● **YOUR INSTRUCTIONS**: This task calls for copying each line below that contains "weight".

Stored items:
== Segment start ==

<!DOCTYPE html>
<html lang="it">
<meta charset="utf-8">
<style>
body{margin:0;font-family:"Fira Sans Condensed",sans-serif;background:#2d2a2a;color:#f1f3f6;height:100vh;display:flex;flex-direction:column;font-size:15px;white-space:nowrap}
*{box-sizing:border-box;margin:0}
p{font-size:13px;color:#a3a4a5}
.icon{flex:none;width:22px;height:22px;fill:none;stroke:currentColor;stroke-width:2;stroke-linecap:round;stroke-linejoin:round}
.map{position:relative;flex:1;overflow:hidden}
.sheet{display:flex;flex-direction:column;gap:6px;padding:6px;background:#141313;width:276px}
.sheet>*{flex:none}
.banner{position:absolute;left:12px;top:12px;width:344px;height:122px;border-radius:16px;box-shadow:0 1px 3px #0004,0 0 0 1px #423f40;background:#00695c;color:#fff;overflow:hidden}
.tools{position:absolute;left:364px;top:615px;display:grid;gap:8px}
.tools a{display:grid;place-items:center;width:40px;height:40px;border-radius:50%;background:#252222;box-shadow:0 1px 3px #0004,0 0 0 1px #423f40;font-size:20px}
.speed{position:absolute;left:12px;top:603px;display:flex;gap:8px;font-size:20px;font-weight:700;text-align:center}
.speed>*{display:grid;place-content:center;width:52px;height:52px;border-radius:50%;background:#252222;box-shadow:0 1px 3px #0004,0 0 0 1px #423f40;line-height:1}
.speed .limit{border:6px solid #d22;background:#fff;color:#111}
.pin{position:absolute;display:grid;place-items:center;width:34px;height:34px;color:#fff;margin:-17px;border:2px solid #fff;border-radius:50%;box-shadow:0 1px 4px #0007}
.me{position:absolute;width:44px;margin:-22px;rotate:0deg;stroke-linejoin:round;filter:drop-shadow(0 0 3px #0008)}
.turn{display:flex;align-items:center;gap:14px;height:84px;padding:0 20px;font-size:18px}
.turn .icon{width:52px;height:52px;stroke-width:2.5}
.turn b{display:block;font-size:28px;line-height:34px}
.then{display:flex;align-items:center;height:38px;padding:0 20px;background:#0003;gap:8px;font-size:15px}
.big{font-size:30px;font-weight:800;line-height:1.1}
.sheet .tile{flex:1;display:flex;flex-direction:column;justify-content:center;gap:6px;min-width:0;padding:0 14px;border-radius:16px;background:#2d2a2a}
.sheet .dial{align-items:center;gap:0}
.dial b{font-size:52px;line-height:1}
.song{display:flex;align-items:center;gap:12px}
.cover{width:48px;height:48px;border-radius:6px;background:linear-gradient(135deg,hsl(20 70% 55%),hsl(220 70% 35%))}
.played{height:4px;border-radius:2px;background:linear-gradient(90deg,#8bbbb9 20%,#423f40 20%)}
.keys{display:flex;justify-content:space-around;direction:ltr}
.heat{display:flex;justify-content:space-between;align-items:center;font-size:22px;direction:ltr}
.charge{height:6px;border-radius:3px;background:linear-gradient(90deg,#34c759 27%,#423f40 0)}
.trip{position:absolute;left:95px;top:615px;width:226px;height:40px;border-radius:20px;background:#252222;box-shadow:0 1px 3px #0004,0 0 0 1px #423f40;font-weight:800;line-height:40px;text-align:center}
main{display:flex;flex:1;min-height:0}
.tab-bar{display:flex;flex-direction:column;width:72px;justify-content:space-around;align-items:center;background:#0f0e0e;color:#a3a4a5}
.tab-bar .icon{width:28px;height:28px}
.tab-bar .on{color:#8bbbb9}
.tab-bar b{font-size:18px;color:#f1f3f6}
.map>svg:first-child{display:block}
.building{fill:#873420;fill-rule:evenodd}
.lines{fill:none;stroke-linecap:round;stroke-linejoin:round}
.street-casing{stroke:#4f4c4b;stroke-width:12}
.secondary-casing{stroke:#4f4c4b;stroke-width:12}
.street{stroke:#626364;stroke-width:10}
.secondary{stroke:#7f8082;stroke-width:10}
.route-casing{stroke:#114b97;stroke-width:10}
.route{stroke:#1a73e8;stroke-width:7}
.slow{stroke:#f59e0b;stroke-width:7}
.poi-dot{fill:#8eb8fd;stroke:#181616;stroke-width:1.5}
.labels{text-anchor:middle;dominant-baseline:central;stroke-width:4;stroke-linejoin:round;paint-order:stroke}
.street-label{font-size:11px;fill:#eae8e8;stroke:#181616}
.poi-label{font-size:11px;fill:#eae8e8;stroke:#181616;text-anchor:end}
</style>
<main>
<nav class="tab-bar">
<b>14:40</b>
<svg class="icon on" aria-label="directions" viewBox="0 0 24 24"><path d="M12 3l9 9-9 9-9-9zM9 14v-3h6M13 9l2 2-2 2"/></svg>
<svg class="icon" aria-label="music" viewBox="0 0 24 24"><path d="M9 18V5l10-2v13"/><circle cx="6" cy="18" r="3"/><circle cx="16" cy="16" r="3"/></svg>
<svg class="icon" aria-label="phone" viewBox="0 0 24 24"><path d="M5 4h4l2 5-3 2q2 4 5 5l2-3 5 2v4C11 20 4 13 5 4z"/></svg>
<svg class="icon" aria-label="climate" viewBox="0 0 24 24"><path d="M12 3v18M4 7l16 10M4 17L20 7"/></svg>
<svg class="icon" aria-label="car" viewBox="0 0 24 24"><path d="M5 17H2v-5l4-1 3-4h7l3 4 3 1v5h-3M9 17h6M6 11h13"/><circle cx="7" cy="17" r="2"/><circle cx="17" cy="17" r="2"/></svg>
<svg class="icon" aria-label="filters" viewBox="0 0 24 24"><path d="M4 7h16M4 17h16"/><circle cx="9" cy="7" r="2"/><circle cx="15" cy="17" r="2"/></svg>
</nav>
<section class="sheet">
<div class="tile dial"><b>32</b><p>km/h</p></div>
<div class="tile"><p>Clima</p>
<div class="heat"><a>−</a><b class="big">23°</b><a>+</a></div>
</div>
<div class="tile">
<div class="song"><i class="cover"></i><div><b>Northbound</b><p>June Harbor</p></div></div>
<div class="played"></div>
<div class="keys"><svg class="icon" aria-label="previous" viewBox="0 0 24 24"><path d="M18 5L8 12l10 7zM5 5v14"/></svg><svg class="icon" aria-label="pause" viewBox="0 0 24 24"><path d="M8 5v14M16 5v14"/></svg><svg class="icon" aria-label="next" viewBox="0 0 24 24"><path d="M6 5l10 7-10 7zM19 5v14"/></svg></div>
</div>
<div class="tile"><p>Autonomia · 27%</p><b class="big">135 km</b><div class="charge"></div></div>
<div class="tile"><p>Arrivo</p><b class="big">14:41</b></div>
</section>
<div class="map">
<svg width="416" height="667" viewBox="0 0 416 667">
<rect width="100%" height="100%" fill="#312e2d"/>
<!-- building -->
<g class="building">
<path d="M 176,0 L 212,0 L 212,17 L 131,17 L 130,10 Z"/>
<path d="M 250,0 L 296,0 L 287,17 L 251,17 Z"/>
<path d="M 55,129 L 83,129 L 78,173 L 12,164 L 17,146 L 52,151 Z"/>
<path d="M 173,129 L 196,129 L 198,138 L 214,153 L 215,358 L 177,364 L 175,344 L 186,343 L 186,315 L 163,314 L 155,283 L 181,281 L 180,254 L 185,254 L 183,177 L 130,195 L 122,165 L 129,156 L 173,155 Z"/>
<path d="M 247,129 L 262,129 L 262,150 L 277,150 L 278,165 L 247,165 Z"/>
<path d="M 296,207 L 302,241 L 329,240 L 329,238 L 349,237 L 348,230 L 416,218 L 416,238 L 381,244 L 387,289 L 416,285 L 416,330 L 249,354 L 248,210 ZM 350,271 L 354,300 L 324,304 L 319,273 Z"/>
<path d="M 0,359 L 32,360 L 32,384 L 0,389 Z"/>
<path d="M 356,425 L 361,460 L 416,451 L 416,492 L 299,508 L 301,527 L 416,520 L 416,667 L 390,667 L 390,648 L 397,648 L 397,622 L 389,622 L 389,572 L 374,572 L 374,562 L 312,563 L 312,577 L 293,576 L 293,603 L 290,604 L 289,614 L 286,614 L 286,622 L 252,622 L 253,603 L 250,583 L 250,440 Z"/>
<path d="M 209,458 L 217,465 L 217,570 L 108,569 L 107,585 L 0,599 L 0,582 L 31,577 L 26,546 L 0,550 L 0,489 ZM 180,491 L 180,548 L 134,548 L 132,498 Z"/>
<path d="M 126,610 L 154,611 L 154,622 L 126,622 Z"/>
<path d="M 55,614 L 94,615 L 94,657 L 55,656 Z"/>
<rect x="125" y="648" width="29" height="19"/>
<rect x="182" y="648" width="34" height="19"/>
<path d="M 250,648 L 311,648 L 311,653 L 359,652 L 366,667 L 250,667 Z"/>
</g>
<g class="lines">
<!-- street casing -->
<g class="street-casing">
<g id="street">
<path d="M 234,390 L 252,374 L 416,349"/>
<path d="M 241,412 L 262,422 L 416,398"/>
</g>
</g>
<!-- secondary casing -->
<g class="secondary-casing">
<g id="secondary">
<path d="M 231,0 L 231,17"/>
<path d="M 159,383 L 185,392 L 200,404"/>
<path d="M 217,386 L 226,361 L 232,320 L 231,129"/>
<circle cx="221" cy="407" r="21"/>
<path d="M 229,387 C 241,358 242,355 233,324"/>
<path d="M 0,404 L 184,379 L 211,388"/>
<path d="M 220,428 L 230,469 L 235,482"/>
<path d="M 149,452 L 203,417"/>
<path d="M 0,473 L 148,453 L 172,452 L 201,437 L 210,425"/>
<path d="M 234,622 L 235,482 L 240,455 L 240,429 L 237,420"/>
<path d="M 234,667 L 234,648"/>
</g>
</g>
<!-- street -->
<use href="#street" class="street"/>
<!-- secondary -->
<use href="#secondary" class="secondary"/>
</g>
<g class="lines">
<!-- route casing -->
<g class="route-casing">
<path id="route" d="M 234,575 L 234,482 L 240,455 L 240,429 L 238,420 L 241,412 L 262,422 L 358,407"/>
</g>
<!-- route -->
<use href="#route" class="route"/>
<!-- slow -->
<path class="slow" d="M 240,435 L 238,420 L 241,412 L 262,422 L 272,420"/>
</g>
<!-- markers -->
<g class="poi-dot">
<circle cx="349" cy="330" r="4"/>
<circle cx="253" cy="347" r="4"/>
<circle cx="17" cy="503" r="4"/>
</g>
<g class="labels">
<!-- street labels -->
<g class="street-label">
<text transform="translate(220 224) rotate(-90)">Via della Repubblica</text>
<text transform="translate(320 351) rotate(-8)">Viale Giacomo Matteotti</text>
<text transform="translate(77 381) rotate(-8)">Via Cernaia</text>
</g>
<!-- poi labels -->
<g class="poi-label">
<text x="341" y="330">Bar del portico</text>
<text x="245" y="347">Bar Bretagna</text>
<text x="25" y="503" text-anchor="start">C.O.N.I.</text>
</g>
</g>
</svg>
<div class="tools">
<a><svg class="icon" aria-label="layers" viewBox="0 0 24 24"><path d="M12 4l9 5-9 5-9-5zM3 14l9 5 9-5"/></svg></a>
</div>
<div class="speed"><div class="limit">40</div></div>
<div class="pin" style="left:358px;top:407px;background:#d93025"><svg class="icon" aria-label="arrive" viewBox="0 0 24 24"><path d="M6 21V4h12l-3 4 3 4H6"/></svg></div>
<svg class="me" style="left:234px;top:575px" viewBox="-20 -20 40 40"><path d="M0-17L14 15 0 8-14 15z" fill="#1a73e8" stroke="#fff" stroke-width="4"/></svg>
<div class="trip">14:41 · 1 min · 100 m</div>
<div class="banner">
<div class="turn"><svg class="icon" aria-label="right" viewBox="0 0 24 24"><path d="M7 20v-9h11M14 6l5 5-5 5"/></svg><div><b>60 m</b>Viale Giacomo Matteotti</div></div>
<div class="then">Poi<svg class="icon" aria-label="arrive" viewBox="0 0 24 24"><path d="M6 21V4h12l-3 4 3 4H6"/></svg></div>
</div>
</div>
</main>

== Segment end ==

● **TASK OUTPUT**:
.speed{position:absolute;left:12px;top:603px;display:flex;gap:8px;font-size:20px;font-weight:700;text-align:center}
.big{font-size:30px;font-weight:800;line-height:1.1}
.trip{position:absolute;left:95px;top:615px;width:226px;height:40px;border-radius:20px;background:#252222;box-shadow:0 1px 3px #0004,0 0 0 1px #423f40;font-weight:800;line-height:40px;text-align:center}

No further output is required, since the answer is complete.